IPOA was set up in 2011. Several years after police killed hundreds following disputed elections in 2007. The watchdog has a strong mandate. It is empowered to investigate alleged police abuse by conducting investigations where it can summon police officers, search crime scenes, or even police stations, and seize evidence.
In practice, however, the watchdog is up against a big challenge, cooperation from the police themselves. A Kenyan rights organization said a total of 92 people were killed during election related violence last year. We learned in our reporting that the police frequently ignore the law requiring them to notify the watchdog every time a death or injury is caused by the police.

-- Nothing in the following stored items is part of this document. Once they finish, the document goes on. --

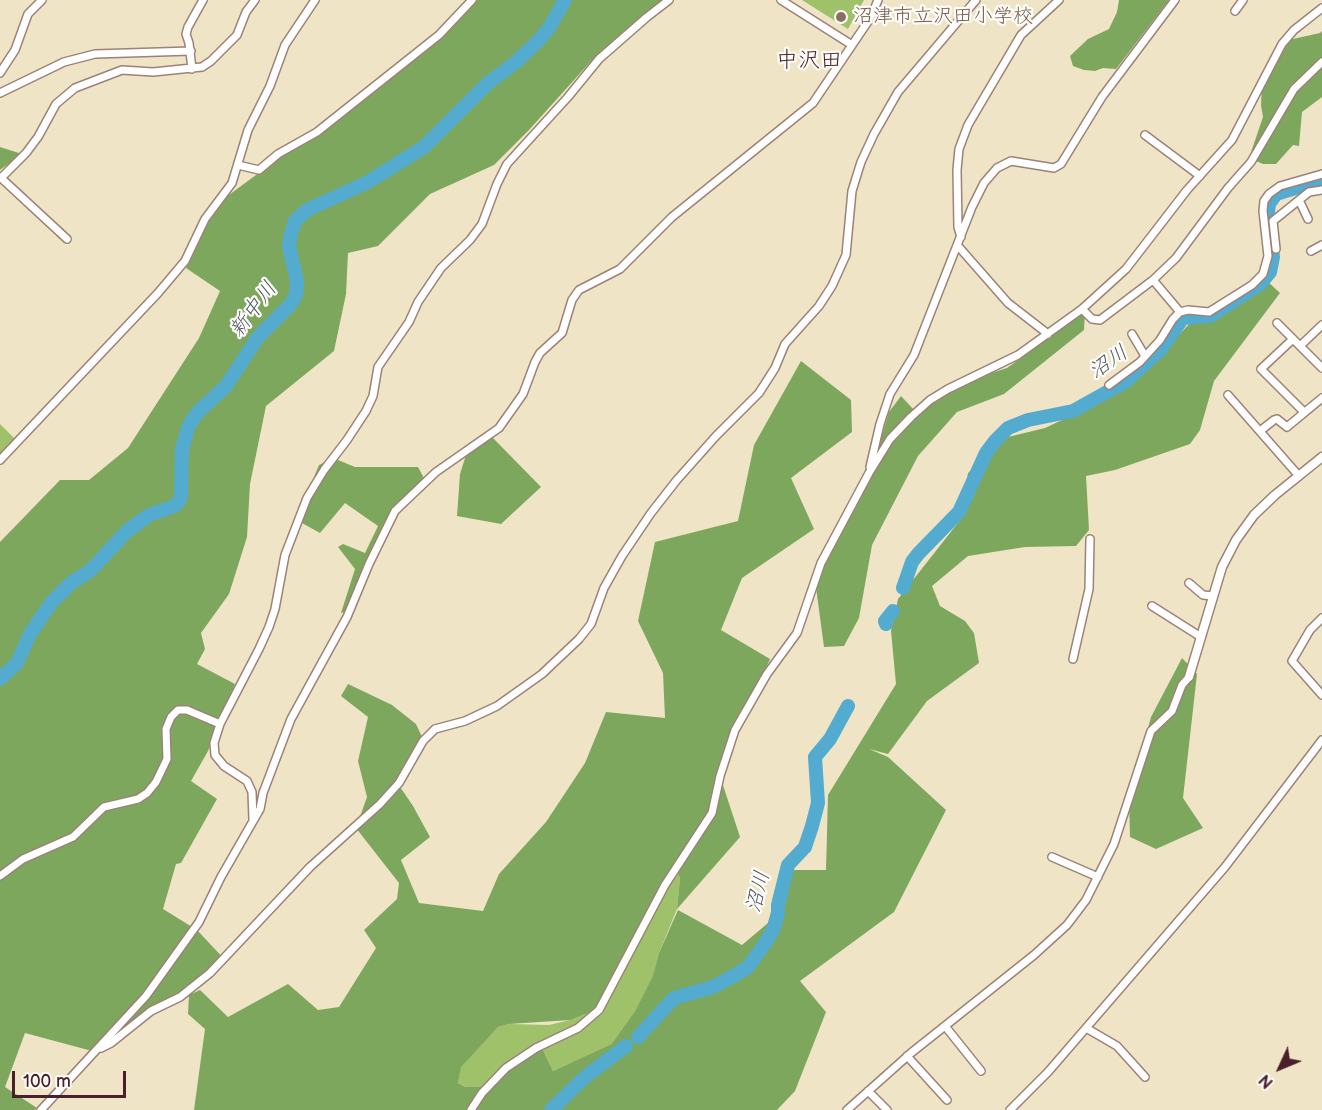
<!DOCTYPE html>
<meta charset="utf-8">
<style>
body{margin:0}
#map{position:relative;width:1322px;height:1110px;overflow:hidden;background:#efe4c6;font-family:"Balsamiq Sans",sans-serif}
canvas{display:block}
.north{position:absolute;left:1250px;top:1038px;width:60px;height:60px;-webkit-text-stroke:4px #fdfcf7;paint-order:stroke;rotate:226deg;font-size:16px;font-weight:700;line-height:24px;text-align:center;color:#4a1f2b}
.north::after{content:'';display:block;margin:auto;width:21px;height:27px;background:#4a1f2b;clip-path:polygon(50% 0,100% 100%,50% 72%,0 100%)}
.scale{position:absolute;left:12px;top:1071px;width:114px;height:27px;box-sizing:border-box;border:3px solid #4a1f2b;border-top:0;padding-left:8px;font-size:18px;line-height:21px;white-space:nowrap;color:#4a1f2b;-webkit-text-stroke:4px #fdfcf7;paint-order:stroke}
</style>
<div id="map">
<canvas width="1322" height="1110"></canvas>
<div class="north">N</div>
<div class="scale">100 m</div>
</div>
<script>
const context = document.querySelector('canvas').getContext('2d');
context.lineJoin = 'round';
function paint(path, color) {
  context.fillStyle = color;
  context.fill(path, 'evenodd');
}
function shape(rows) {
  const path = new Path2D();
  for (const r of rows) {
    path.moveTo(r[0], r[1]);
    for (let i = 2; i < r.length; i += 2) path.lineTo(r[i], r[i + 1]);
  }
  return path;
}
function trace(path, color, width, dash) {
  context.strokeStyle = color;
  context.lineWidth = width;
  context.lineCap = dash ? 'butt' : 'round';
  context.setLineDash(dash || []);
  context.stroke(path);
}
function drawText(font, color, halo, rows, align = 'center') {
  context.font = font + ' "Balsamiq Sans","Klee One",sans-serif';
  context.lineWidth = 4.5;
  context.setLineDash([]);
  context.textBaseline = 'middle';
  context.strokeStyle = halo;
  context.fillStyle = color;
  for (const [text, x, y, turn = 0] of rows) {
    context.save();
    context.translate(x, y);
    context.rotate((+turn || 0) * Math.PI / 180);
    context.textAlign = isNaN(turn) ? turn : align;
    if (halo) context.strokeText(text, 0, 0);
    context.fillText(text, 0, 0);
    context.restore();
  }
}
const green = shape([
 [802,0,864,0,848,29],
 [0,424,17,441,0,459],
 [677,872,680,878,677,909,659,953,654,975,635,1011,613,1044,553,1071,541,1046,482,1087,467,1087,458,1083,461,1064,498,1027,509,1024,549,1025,570,1020,651,909,666,879]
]);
const forest = shape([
 [472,0,666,0,592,60,529,130,494,165,430,194,378,246,348,253,346,294,334,351,266,406,250,484,247,537,229,594,201,633,205,649,197,664,235,684,208,751,191,781,217,799,181,863,176,864,163,909,197,930,227,962,136,1019,92,1051,25,1033,5,1087,37,1108,35,1110,0,1110,0,542,60,480,89,480,128,448,199,338,220,291,186,268,218,203,336,116,435,38],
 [1119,0,1169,0,1116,69,1103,68,1095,71,1084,70,1073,66,1070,56,1088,39,1109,29,1117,12],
 [1322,31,1322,97,1302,112,1299,146,1293,145,1276,164,1263,164,1249,158,1263,117,1261,105,1262,84,1284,41,1320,33],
 [0,147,22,154,0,170],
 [1265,279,1280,293,1214,381,1200,430,1190,444,1115,470,1086,476,1089,530,1076,546,1025,547,968,556,932,586,940,606,965,621,974,633,979,663,927,701,888,754,869,749,888,757,946,810,894,912,800,981,826,1012,795,1091,777,1110,194,1110,205,1029,188,1014,189,995,200,990,228,1017,288,984,318,1010,339,1007,376,948,364,930,397,899,399,883,356,828,367,797,358,761,368,717,341,696,348,684,392,705,416,724,423,739,398,784,413,806,430,837,401,860,419,903,483,911,499,874,546,822,585,763,606,712,665,718,663,673,638,621,655,542,738,521,754,445,801,361,851,400,852,432,791,478,814,529,742,578,721,630,770,659,720,776,740,837,677,909,680,878,677,872,643,919,628,962,592,1011,570,1020,509,1024,498,1027,461,1067,458,1083,466,1087,482,1087,541,1046,553,1071,612,1044,635,1011,653,976,659,953,678,910,742,945,768,923,782,870,826,870,828,795,896,684,891,631,898,599,961,519,968,473,1008,437,1045,428,1111,397,1176,338,1192,321,1244,302],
 [1085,312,1084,330,1004,394,957,412,918,456,872,545,859,618,844,646,824,647,815,580,872,468,889,412,901,396,916,412,941,389,1007,368],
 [492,437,541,487,501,524,457,516,460,474,466,455],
 [333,458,355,467,418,467,425,480,395,511,351,610,341,613,355,569,338,547,343,544,365,553,378,526,345,503,320,533,302,523,302,506,319,465],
 [1182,658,1197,674,1183,798,1203,828,1156,849,1130,837,1129,796,1151,717]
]);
const river = shape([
 [903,588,912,562,918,554,959,512,986,453,995,441,1008,428,1028,420,1073,411,1125,382,1161,349,1183,318,1210,316,1260,284,1270,272,1273,257,1268,212,1269,204,1276,194,1322,180],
 [886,624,885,621,893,611],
 [0,679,17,663,30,634,51,603,72,582,90,571,127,531,149,515,175,506,179,501,181,496,182,449,189,425,198,412,226,386,258,337,290,305,296,295,297,281,289,246,291,234,295,221,307,210,368,182,424,147,487,84,516,62,538,41,549,28,565,0],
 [638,1037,674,998,713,987,737,974,748,967,766,942,773,930,778,914,778,905,788,865,805,847,812,826,818,803,815,757,830,739,848,706],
 [551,1110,585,1077,626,1046]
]);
const minor = shape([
 [781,0,852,45],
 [1235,11,1243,0],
 [192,69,189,43,186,34,188,27,203,0],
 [0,73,15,50,28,14,42,0],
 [0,93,64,62,95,54,191,51],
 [1145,135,1200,176],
 [238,165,259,170,278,154,317,132,439,35,472,0],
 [0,177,67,239],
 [1,178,26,153,38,137,56,104,75,88,122,70,153,72,202,67,211,61,237,35,246,12,255,0],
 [1299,200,1308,219],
 [961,237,958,227,957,170,959,149,968,125,1021,35,1059,0],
 [958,246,1008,303,1048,334],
 [1276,249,1273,221,1309,192,1322,190],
 [1311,251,1322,245],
 [1153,280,1176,258,1228,188,1251,162,1294,89,1322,62],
 [1082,309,1092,319,1100,320,1153,280,1180,312],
 [1277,323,1322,368],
 [1132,334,1145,356],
 [1293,339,1261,369,1304,412],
 [1300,346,1322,325],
 [1109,385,1140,362,1160,340,1173,319,1180,312,1188,310,1209,312,1252,285,1263,274,1268,256,1263,211,1264,201,1269,194,1280,186,1322,174],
 [1228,395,1299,476],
 [1260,431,1274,420,1277,419,1287,427,1322,398],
 [0,460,158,293,185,261,205,219,232,183,248,130,270,86,285,45,315,0],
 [870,467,880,424,890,394,914,355,972,207,984,183,997,168,1011,161,1054,168,1061,164,1102,97,1175,0],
 [1189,583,1203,595,1213,596],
 [1152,606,1201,637],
 [1322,618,1310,630,1292,661,1322,695],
 [1073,659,1089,589,1090,539],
 [253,820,252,792,247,781,224,766,215,755,214,743,220,724,259,649,269,627,275,609,285,555,307,498,324,470,347,440,366,411,373,396,378,367,409,322,418,302,441,268,470,240,482,224,497,184,507,164,568,97,599,59,647,17,669,0],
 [1052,857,1098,877],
 [0,876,23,859,73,837,104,807,138,799,147,793,156,782,167,759,166,729,171,717,178,710,187,710,220,724],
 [945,1026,981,1071],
 [1086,1028,1117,1046,1145,1077],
 [101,1048,111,1043,151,1011,180,997,210,973,310,867,380,804,399,783,423,741,435,729,465,721,497,706,542,674,579,639,591,624,604,588,622,556,651,513,676,481,716,436,759,393,775,368,785,344,819,306,832,286,846,255,852,191,861,162,874,134,898,92,976,0],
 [907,1056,947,1100],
 [868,1091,887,1110],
 [41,1110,146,996,199,922,221,877,260,809,263,793,291,719,347,617,369,564,395,511,436,472,499,428,523,394,535,362,540,353,562,333,572,300,579,290,620,269,672,217,813,103,871,17,878,0],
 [471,1110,482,1093,506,1068,536,1048,578,1028,599,1010,665,885,712,813,720,776,735,730,767,674,797,633,821,563,869,473,890,439,911,417,930,400,948,389,1018,355,1082,309,1126,269,1187,190,1232,140,1282,44,1294,30,1322,8],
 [847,1110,911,1053,1034,955,1067,925,1086,900,1114,844,1151,731,1172,711,1182,685,1189,677],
 [1010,1110,1048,1072,1225,867,1322,740]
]);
const tertiary = shape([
 [1189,677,1222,567,1236,540,1254,515,1275,495,1322,457]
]);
const markers = [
 [841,17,6,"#8d6e63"]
];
const educationNames = [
 ["沼津市立沢田小学校",853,17]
];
const waterNames = [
 ["新中川",254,310,-53],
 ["沼川",1109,363,-35],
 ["沼川",759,892,-76]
];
const quarterNames = [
 ["中沢田",809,61]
];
paint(green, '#9ec16a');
paint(forest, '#7ea75e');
trace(river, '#53abd0', 14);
trace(minor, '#9c8278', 10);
trace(tertiary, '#9c8278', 11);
trace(minor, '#fff', 7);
trace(tertiary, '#fff', 8);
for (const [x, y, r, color] of markers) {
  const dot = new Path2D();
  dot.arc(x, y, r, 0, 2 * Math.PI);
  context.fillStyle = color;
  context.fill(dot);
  trace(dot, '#fdfcf7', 2);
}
drawText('20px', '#785e54', '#fdfcf7', educationNames, 'left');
drawText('italic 21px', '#4e576d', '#fdfcf7', waterNames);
drawText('22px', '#4a1f2b', '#fdfcf7', quarterNames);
</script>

Another challenge is Kenya's glacial court system, where cases can drag out for years. Police often dismiss claims that they have acted brutally and unlawfully by saying that they only target thieves and thugs. That goes against the testimony we collected from families, like the baby's family, and from the mother of a British man, Alexander Monson, who died in police custody on the Kenyan coast in 2012.
The United States is a major donor to police reform in Kenya. It has given $8 million to IPOA since 2011. But it is provided at least $300 million in assistance to Kenya's military over the same period. Our study of Kenya's police watchdog reflects a broader global issue. Whether western nations can encourage accountability of security forces and allies whose assistance they require in combating threats such as terrorism.